一人でどら焼き屋を経営する千太郎だったが、あんがイマイチらしく売れ行きは芳しくない。

 

そこに徳江という老婆が雇って欲しいと現れ、自らの作ったあんを置いて帰る。

 

そのあんがすごく美味しかった事から、雇用を決定。

 

徳江は毎日、店内であんを作る。

餡って実は作った事が無いのだけど、いやー、こんな時間と手間のかかるものだったとは。
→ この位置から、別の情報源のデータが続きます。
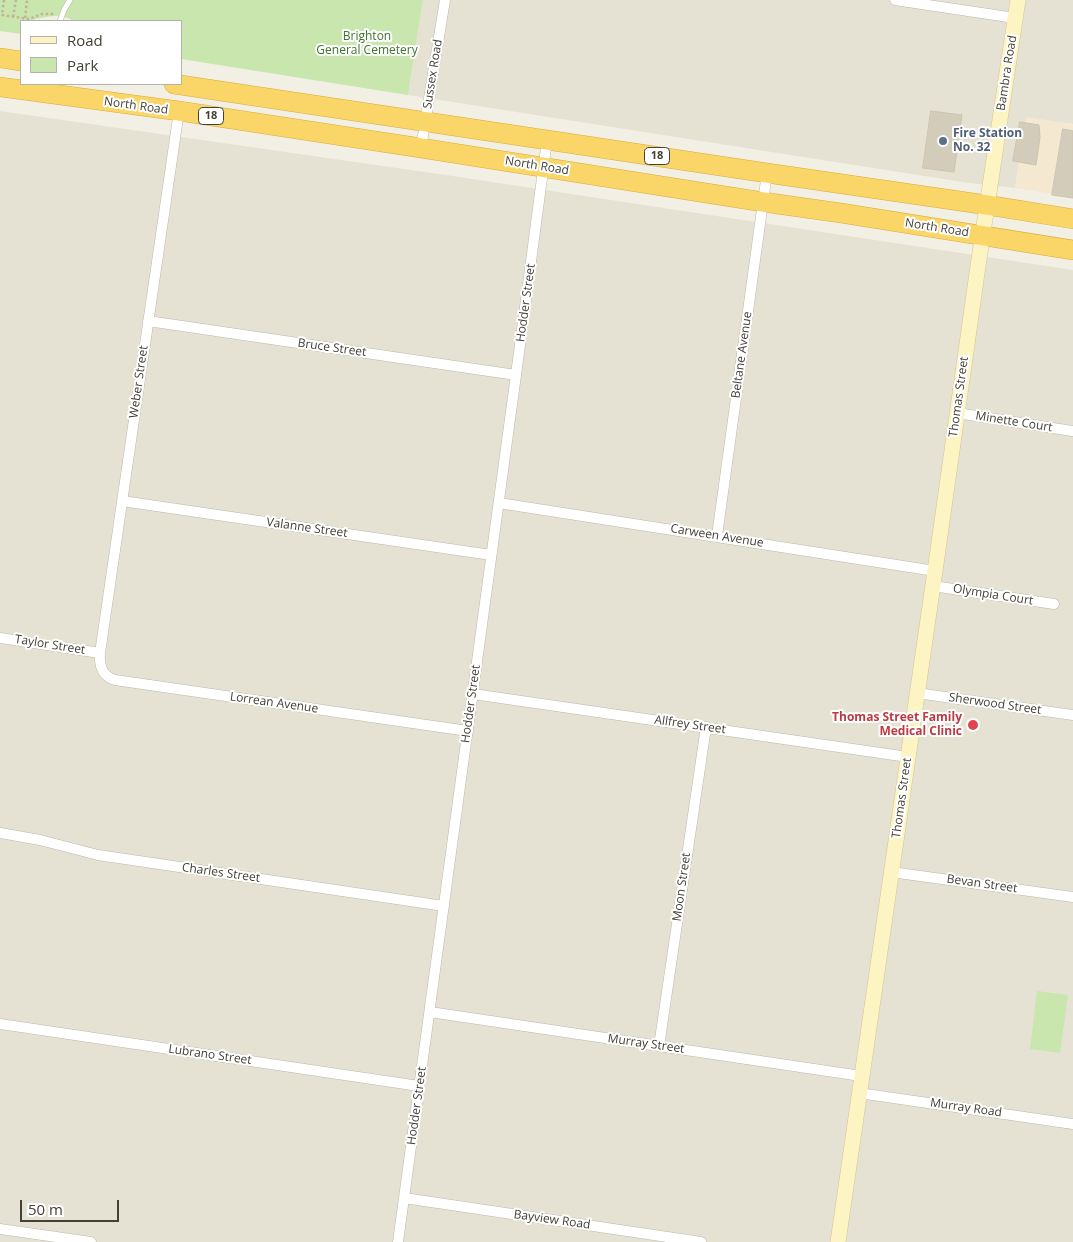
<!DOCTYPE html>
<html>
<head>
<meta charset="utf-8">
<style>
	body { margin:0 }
	#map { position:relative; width:1073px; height:1242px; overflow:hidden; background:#f2efe5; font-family:"Open Sans",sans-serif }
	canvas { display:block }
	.legend { position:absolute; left:20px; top:20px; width:162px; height:65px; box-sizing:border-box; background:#fff; border:1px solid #b4b3ae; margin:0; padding:6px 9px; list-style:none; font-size:15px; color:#444035 }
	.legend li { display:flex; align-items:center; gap:10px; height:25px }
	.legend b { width:25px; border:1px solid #b4b3ae }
	.scale { position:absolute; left:20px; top:1200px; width:99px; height:22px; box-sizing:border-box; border:2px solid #444035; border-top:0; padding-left:6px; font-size:15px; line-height:18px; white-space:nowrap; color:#444035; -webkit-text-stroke:4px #fff; paint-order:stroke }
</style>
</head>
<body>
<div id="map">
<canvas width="1073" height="1242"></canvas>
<ul class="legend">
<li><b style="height:6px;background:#fdf4c4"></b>Road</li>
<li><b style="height:14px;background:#c8e6ae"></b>Park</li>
</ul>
<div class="scale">50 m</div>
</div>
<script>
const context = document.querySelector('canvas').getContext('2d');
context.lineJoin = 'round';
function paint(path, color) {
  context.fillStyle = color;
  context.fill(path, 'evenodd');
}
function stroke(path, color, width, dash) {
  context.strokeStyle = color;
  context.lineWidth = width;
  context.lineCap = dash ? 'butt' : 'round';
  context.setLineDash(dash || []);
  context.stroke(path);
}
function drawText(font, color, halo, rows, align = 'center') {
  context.font = font + ' "Open Sans",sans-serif';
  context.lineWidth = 4;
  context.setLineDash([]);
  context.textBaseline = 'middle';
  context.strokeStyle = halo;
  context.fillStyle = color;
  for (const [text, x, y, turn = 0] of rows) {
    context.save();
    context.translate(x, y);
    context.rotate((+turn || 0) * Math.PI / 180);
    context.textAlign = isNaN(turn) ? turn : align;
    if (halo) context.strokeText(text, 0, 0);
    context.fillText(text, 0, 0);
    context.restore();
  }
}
const residential = new Path2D(`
	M423,0h650v124l-47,-6 -11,70 -46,-5 -561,-88z
	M0,111l446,64 627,95v972h-1073z`);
const commercial = new Path2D(`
	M1026,117l47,7v73l-58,-9z`);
const green = new Path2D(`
	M0,0h423l-15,95 -227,-36v-38h-107c-21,-11 -32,0 -53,0v13l-21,-3z
	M1037,991l31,4 -8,58 -30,-4z`);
const building = new Path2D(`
	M931,111l31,4 -8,57 -31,-4z
	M1020,122l19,3 1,12 -4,28 -23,-4z
	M1063,129l10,2v67l-21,-3z`);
const path = new Path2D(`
	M4,0l-2,15 27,4 13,-5h12
	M13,17l3,-17
	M25,18l2,-18`);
const lane = new Path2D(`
	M60,21l4,-11 6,-10`);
const street = new Path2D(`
	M895,0l120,18
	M179,111l-79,542c-1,13 2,23 15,27l353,51
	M421,148l24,-148
	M148,321l368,54
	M957,413l115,18
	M122,501l369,54
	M499,503l436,68
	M717,536l50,-363
	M933,586l121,18
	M0,638l100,15
	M917,693l156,22
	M473,694l435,63
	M0,833l40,7 58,15 346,51
	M891,872l182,25
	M430,1012l431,64
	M0,1024l419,62
	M659,1046l47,-319
	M859,1093l214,31
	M404,1198l297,44
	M0,1229l91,13
	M398,1242l118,-867 31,-235`);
const secondary = new Path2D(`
	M838,1242l97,-671 44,-312 39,-259`);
const highway = new Path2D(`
	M0,58l21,3
	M174,84l593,89 220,32 86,14
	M0,87l179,24 242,37 342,54 78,11 232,37`);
const markers = [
	[943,141,5,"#5c6f8a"],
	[973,725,6,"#e0444e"]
];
const shields = [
	[211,116,25],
	[657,156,25]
];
const shieldNames = [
	["18",211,116],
	["18",657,156]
];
const parkNames = [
	["Brighton",367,37],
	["General Cemetery",367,51]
];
const streetNames = [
	["Bambra Road",1007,73,-81],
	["Sussex Road",433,74,-81],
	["North Road",136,106,8],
	["North Road",537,166,9],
	["North Road",937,228,9],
	["Hodder Street",526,303,-82],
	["Bruce Street",332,348,8],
	["Beltane Avenue",742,355,-82],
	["Weber Street",139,382,-82],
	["Thomas Street",959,397,-82],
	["Minette Court",1014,422,9],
	["Valanne Street",307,528,8],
	["Carween Avenue",717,536,9],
	["Olympia Court",993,595,9],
	["Taylor Street",50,645,9],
	["Lorrean Avenue",274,703,8],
	["Hodder Street",471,704,-82],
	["Sherwood Street",995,704,8],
	["Allfrey Street",690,725,8],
	["Thomas Street",902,798,-82],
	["Charles Street",221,873,8],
	["Bevan Street",982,884,8],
	["Moon Street",682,887,-82],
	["Murray Street",646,1044,8],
	["Lubrano Street",210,1055,8],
	["Hodder Street",417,1106,-82],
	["Murray Road",966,1108,8],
	["Bayview Road",552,1220,8]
];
const serviceNames = [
	["Fire Station",953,134],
	["No. 32",953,148]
];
const healthNames = [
	["Thomas Street Family",962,718],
	["Medical Clinic",962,732]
];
paint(residential, '#e6e2d3');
paint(commercial, '#f4e8d0');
paint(green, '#c8e6ae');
paint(building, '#d3ccbb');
stroke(building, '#cec4ae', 1);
stroke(lane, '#bdb8a8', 6);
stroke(street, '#bdb8a8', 11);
stroke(secondary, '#d1c696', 16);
stroke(highway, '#d9ac38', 20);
stroke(path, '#bfb599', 2.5, [2.5, 2.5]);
stroke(lane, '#fff', 5);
stroke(street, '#fff', 10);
stroke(secondary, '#fdf4c4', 15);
stroke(highway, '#fad668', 19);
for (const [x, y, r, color] of markers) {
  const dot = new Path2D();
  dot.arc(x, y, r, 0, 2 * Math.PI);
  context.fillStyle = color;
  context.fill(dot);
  stroke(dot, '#fff', 2);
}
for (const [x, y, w] of shields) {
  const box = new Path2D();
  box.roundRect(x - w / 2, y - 8.5, w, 17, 4);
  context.fillStyle = '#fff';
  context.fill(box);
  stroke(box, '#444035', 1);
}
drawText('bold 11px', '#444035', null, shieldNames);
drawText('12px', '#3f742a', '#fff', parkNames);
drawText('12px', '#444035', '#fff', streetNames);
drawText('bold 12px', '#4e5e75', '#fff', serviceNames, 'left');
drawText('bold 12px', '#be3a42', '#fff', healthNames, 'right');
</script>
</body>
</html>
どうも千太郎は、けっこう短時間で雑に作っていたらしく、最初驚愕して見ていた。

 

徳江の餡が好評で、店は繁盛する。

しかしある日、店のオーナーが徳江が元ハンセン病患者で、その施設から来ている事を千太郎に伝え、暗に解雇を勧める。

 

一日飲んだくれた後、千太郎は彼女を解雇するどころか仕事の範囲を更に広げ、接客も任せるようになった。

しかし手が不自由である事からハンセン病の噂が広まり、店は前以上の閑古鳥に。

 

感の良い徳江は、何も言わず自ら去ってしまう。

 

「こちらには非の無いつもりで生きていても、世間の無理解に押しつぶされてしまう事もあります。」

 

そんな手紙が後から届く。

理不尽な暴力に、長い間曝されてきた事を感じさせる言葉だと思う。

 

徳江は再び、偏見によって店を追われ、千太郎もオーナーの可愛がっている親戚の息子によって店を追われた。

 

それでも持たざる者、マイノリティの悲しい末路で終わらず、屋台で一から一人で再出発し、どうやら客が来た様子で終わる千太郎、尊厳を失わず過去を受け入れ前向きに生きる徳江の姿に救われる。

 

らい予防法が廃止されたのは1996年。

 

誰もが煌びやかな光を浴びていたとされる時期、「私達も日の当たる社会で生きたい」と願いながら闇に埋もれていた。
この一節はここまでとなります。